Après les imposants Le vide et Hell.com, Patrick Senécal publie une «novella» à l'invitation des éditions Coups de tête, Contre Dieu, qui s'inscrit dans la même lignée obsessionnelle que ses deux romans précédents. À un point tel qu'il voit presque ces livres comme une trilogie «pessimiste-réaliste» dans son parcours. On aurait envie de dire une sombre trinité...

Patrick Senécal, l'un de nos écrivains les plus lus et les plus adaptés au cinéma (Sur le seuil, 5150 rue des Ormes, Les sept jours du talion) clôt avec Contre Dieu une période très réaliste dans son écriture. En effet, dans ses derniers romans, on remarque que l'épouvante n'est jamais créée par quelque chose de surnaturel. C'est que l'horreur et la peur, chez Senécal, prennent toujours racine dans des craintes bien personnelles.

Cette fois, nous suivons un homme dans sa folle colère contre le destin qui lui a ravi femme et enfants dans un bête accident de voiture. «Contrairement aux Sept jours du talion, il ne peut se venger de personne, car personne n'est coupable, explique l'auteur. Il est en colère contre l'idée que peu importe ce qu'on fait, peu importe ce qu'on met en place dans sa vie pour s'assurer une certaine sérénité, tout cela peut disparaître. Il se dit que, tant qu'à ne rien contrôler, aussi bien semer le chaos. Il se défoule sur tout. Il défie le destin. Mais c'est un combat perdu d'avance, car lorsque tu es en révolte contre la vie, tu ne peux que perdre.»

Moins violent mais toujours aussi sombre, ce Contre Dieu, dont le personnage principal n'est jamais nommé sauf par un «tu» du narrateur omniscient qui l'observe s'enfoncer dans une spirale dramatique. «J'ai l'impression que s'il m'arrivait la même chose, je pourrais tomber dans une révolte, ce serait mon genre, confie Senécal. Je suis rendu à 43 ans, il me semble que j'ai mené une bonne vie, tout va bien, mais tout pourrait disparaître. C'est une idée qui m'obsède depuis quelques années. Je me suis toujours moqué un peu de la crise de la quarantaine avant d'avoir mes 40 ans, mais c'est vrai que cela amène un questionnement, une remise en question. Oui, j'ai eu une passe «pessimiste-réaliste», Le vide venait de mon écoeurantite de la téléréalité, Hell.com de l'internet et Contre Dieu, continue cette idée du vide de la vie. Il y a quelque chose qui relie ces trois romans, mais j'ai besoin de sortir de ça et ma prochaine série va aller ailleurs...»

Humour noir et websérie

Des projets, Patrick Senécal en a plein.

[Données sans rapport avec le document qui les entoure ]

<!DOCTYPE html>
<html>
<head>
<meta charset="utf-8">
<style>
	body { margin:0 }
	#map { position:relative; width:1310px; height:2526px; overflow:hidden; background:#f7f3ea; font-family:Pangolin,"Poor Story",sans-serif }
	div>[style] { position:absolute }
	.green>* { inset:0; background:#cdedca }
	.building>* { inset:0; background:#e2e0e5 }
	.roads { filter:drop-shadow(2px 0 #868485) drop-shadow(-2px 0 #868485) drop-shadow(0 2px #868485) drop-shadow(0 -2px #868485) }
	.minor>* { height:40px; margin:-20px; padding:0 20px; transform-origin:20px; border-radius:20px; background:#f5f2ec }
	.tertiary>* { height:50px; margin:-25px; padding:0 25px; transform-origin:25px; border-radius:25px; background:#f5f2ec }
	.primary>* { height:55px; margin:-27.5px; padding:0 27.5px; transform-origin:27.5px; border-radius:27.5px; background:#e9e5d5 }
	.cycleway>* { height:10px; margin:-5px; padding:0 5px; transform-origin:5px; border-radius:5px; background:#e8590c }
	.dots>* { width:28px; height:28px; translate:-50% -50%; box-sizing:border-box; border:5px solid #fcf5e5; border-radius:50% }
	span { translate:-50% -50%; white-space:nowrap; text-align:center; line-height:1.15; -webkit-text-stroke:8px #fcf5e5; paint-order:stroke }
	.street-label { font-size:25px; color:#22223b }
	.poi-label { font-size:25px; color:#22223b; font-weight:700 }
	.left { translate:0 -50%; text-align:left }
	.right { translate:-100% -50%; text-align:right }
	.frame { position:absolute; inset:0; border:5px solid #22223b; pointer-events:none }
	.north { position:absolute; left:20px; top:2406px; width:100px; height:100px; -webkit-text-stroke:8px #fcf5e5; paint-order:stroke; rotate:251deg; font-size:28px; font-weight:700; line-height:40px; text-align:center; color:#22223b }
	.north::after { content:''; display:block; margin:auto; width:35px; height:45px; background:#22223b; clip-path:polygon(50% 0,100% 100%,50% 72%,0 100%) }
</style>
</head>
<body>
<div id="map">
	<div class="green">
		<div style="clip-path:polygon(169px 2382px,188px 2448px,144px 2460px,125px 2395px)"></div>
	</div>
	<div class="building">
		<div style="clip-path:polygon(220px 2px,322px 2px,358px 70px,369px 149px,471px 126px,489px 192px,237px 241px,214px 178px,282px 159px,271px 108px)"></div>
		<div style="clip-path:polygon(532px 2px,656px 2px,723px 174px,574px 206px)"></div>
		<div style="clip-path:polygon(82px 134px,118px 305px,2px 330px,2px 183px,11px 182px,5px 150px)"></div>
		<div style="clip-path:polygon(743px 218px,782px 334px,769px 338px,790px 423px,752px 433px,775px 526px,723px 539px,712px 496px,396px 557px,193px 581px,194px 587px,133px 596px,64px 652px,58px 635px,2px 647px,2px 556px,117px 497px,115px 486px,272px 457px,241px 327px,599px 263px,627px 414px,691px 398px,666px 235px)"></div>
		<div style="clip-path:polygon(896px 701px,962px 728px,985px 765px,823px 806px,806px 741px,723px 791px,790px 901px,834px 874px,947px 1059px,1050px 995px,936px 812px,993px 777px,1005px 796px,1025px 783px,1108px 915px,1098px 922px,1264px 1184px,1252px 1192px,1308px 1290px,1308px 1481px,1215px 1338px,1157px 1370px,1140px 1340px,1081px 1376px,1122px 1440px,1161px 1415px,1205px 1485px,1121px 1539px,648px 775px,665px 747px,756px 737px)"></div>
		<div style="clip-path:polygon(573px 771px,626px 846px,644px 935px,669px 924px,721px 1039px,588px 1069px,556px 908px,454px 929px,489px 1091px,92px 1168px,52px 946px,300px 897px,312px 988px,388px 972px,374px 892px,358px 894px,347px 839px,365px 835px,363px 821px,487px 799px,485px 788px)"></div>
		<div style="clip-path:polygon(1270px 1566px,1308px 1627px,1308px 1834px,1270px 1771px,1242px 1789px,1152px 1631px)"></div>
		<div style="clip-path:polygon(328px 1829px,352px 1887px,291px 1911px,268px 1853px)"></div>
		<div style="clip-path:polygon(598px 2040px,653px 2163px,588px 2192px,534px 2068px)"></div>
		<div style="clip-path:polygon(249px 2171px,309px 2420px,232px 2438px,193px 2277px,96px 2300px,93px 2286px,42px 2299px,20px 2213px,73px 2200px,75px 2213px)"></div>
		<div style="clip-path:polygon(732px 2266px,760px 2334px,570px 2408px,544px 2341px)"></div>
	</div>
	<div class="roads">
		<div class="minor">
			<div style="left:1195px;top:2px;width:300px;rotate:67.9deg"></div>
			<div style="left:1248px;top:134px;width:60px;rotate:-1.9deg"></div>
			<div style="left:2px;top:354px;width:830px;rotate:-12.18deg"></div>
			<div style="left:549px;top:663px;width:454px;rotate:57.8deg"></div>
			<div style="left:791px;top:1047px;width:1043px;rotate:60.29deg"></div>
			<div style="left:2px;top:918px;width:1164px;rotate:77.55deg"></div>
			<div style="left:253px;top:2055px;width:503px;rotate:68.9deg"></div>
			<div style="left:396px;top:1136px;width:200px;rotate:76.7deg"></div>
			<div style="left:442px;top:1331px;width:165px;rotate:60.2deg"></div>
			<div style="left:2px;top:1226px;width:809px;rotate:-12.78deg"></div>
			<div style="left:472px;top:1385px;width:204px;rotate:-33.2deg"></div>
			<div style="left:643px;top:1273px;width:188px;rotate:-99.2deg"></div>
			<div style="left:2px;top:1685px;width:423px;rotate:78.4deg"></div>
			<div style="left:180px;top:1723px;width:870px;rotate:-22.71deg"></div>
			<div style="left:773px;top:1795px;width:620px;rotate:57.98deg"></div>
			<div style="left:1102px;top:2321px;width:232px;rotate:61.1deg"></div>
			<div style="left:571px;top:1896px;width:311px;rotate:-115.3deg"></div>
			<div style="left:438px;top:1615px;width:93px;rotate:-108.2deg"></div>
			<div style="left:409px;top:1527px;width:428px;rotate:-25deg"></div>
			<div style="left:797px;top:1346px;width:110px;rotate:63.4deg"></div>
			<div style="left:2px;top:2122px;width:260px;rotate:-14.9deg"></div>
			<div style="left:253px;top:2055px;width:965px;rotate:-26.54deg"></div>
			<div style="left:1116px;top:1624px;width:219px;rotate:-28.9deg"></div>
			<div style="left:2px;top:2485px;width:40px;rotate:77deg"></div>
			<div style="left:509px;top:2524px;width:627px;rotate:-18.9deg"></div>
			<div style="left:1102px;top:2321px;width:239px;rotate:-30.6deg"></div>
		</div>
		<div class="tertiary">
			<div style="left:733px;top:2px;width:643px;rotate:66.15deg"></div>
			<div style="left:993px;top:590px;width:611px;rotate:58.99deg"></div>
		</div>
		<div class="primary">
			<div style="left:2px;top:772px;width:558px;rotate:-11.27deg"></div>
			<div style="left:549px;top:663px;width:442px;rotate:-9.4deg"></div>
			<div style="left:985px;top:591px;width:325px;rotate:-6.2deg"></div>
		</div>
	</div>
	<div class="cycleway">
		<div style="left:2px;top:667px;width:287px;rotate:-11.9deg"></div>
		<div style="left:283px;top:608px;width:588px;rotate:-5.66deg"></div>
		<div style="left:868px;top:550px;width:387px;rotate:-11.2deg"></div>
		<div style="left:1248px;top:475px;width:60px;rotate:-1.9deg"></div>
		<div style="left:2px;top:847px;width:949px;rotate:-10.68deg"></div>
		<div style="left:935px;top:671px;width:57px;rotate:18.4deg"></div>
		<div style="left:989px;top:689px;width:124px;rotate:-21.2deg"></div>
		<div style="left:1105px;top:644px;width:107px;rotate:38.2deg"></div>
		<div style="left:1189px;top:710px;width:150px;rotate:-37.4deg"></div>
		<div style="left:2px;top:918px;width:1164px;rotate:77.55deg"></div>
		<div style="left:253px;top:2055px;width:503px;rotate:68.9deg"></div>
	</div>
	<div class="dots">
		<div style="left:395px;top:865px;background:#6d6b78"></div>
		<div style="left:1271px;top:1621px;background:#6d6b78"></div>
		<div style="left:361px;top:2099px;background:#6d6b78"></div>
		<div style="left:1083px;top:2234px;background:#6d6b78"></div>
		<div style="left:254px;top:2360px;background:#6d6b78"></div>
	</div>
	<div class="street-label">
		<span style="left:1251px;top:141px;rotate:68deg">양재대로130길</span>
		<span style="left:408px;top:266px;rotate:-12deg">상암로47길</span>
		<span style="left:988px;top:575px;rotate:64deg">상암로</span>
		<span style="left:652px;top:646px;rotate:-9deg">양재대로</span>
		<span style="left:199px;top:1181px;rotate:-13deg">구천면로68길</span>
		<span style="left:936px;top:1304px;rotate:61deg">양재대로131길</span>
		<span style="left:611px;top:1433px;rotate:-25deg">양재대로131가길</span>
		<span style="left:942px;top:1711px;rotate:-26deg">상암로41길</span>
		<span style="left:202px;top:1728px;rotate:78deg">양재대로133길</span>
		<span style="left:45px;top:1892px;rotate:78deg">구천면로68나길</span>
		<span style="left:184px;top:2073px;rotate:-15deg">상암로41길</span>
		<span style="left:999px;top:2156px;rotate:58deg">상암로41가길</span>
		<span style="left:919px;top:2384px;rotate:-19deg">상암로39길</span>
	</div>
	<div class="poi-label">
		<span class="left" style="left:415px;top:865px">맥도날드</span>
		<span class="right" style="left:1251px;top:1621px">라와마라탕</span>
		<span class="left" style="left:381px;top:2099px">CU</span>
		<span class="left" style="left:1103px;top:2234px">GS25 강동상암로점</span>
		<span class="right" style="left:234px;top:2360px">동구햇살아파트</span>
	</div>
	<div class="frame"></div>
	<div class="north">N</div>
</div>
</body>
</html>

Depuis trois ans, il fait partie de ces rares écrivains qui peuvent se vanter de vivre de leur plume. Cet automne, il donne exceptionnellement un cours au cégep, parce qu'il s'ennuyait de l'enseignement, mais aussi parce qu'il prépare une série romanesque, Malphas, qui se déroulera justement dans un cégep. «J'appelle ça mon Virginie sur l'acide, dit-il. Écrit du point de vue des professeurs, qui sont tous fuckés. Ce sera pas mal trash, baveux, pas gentil, avec beaucoup d'humour.»

Mais pour l'instant, il planche sur sa websérie, un projet personnel fait avec les moyens du bord, qu'il réalise lui-même: reinerouge.tv, inspirée par le personnage de Michelle dans 5150 rue des Ormes et Aliss. Nous saurons au printemps ce qui s'est passé pour elle entre les deux romans. «Je me sens comme un kid qui s'amuse avec sa caméra dans son sous-sol!».

Enfin, il reste toujours le cinéma. Nouveau financement pour Sept comme Setteur, son livre pour enfant dont il est en train d'écrire le scénario, tandis que le projet d'adapter Le vide (avec Podz), est toujours dans l'air.

Alors oui, il se trouve chanceux, mais il dit cela toujours avec cette pointe d'inquiétude, comme si l'épée de Damoclès était en permanence au-dessus de sa tête - menace qui, loin de le paralyser, semble être le moteur même de sa créativité. «Avant, dans mes livres, c'était l'Autre qui me terrifiait. En ce moment, c'est l'idée qu'on ne contrôle pas grand-chose. Je me rends compte que je peux mourir demain matin et ça me fait peur. J'ai toujours été obsédé par la mort, mais c'est nouveau que je sois obsédé par la mienne! Ce n'est pas que la vie est injuste, c'est qu'il n'y a aucun esprit décisionnel, le destin frappe aveuglément. Je dois faire la paix avec ça.... Mais j'ai l'impression que quand tu envisages le pire, tu es plus capable d'y faire face. En somme, c'est un traitement-choc que je me donne.»